Arsip Blog

Mau Liat Maenan Saham2 gw Hari Ini :

Jumat, 11 Desember 2009

PAJAK BUMI, mosok seh ga beres ... 111209

Bos Pajak Cekal Petinggi Group Bakrie
Jum'at, 11 Desember 2009 | 22:08 WIB

TEMPO Interaktif, Jakarta - Direktorat Jenderal Pajak telah menetapkan seorang tersangka dari jajaran pimpinan PT Kaltim Prima Coal (KPC), anak usaha Group Bakrie, dalam kasus dugaan pidana pajak tahun buku 2007. Tersangka itu pun telah dicekal untuk mencegah yang bersangkutan bepergian ke luar negeri. “Inisialnya R. Baru satu saja, penanggung jawabnya,” kata Direktur Jenderal Pajak, Mochamad Tjiptardjo, di kantornya, Jumat (11/12).

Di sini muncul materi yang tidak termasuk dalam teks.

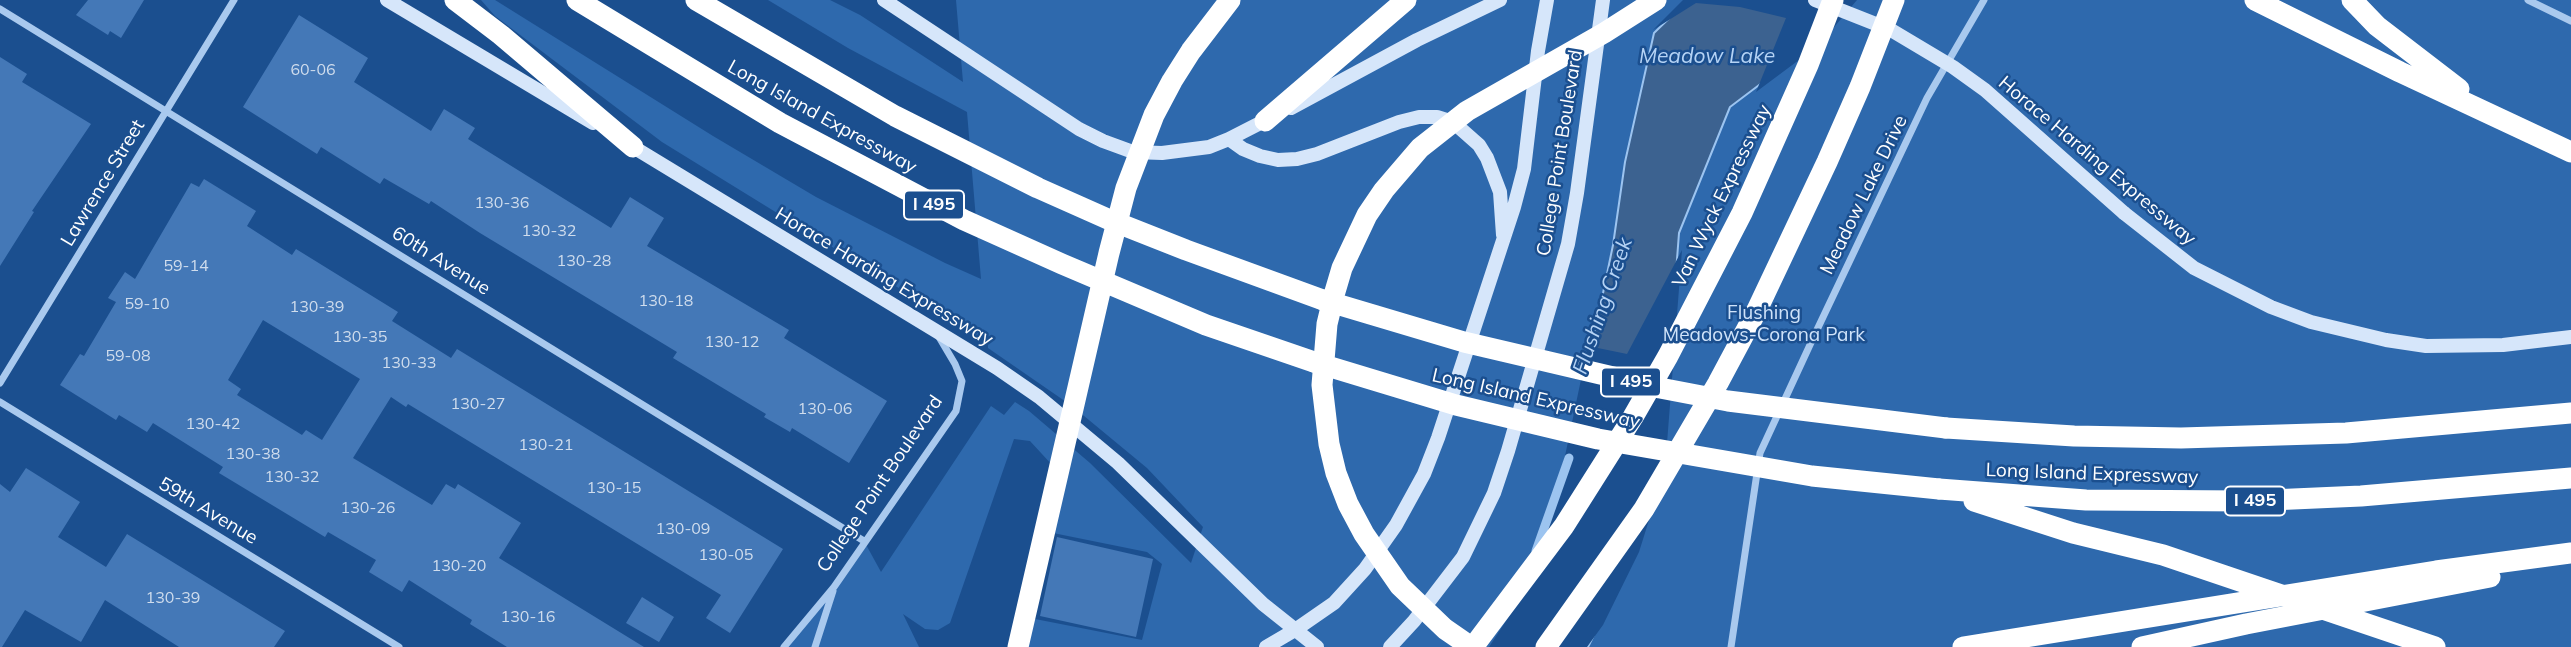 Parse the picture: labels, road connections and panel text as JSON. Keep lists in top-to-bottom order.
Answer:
{
  "streets": {
    "highway": ["Long Island Expressway", "Van Wyck Expressway", "I 495"],
    "main road": ["College Point Boulevard", "Horace Harding Expressway"],
    "street": [
      "Lawrence Street",
      "Meadow Lake Drive",
      "60th Avenue",
      "59th Avenue"
    ]
  },
  "crossings": [
    ["College Point Boulevard", "Horace Harding Expressway"],
    ["College Point Boulevard", "60th Avenue"],
    ["Lawrence Street", "60th Avenue"]
  ],
  "water": ["Meadow Lake", "Flushing Creek"],
  "parks": ["Flushing Meadows-Corona Park"],
  "house_numbers": [
    "60-06",
    "130-36",
    "130-32",
    "130-28",
    "59-14",
    "130-18",
    "59-10",
    "130-39",
    "130-35",
    "130-12",
    "59-08",
    "130-33",
    "130-27",
    "130-06",
    "130-42",
    "130-21",
    "130-38",
    "130-32",
    "130-15",
    "130-26",
    "130-09",
    "130-05",
    "130-20",
    "130-39",
    "130-16"
  ]
}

Sumber Tempo di Direktorat Jenderal Pajak mengungkapkan, tersangka R merupakan penandatangan Surat Pemberitahuan Tahunan KPC pada 2007. Direktorat Intelijen dan Penyidikan, Direktorat Jenderal Pajak, telah mengantongi Surat Pemberitahuan Dimulainya Penyidikan (SPDP) dari Kejaksanaan Agung pada 30 Maret 2009 dan melakukan pemanggilan terhadap pihak terkait pada Mei 2009. “Pencegahan terhadap tersangka sudah kami lakukan sejak 20 April 2009,” ujarnya.

Sumber yang enggan disebutkan namanya itu mengungkapkan total kewajiban pajak tiga perusahaan tambang milik Grup Bakrie yang kini sedang dalam penelusuran tim penyidik mencapai Rp 2,1 triliun.

PT Kaltim Prima Coal diduga kurang membayar pajak sebesar Rp 1,5 triliun, PT Bumi Resources Tbk, sebesar Rp 376 miliar, dan PT Arutmin Indonesia sebesar US$ 30,9 juta atau ekuivalen Rp 300 miliar. Hingga 30 November 2009, Direktorat telah menerima pembayaran pajak dari KPC sebesar Rp 800 miliar dan dari Arutmin sebesar US$ 27,5 juta atau sekitar Rp 250 miliar. “Untuk kasus Bumi, Surat Perintah Penyidikan sudah terbit pada 29 Juni 2009,” ungkapnya.

Seperti diberitakan, Direktorat Jenderal Pajak sedang menelusuri dugaan pidana pajak tiga perusahaan tambang batubara di bawah payung bisnis Grup Bakrie senilai kurang lebih Rp 2 triliun. Tiga perusahaan tambang itu antara lain PT Kaltim Prima Coal (KPC), PT Bumi Resources Tbk (BR), dan PT Aruitmin Indonesia.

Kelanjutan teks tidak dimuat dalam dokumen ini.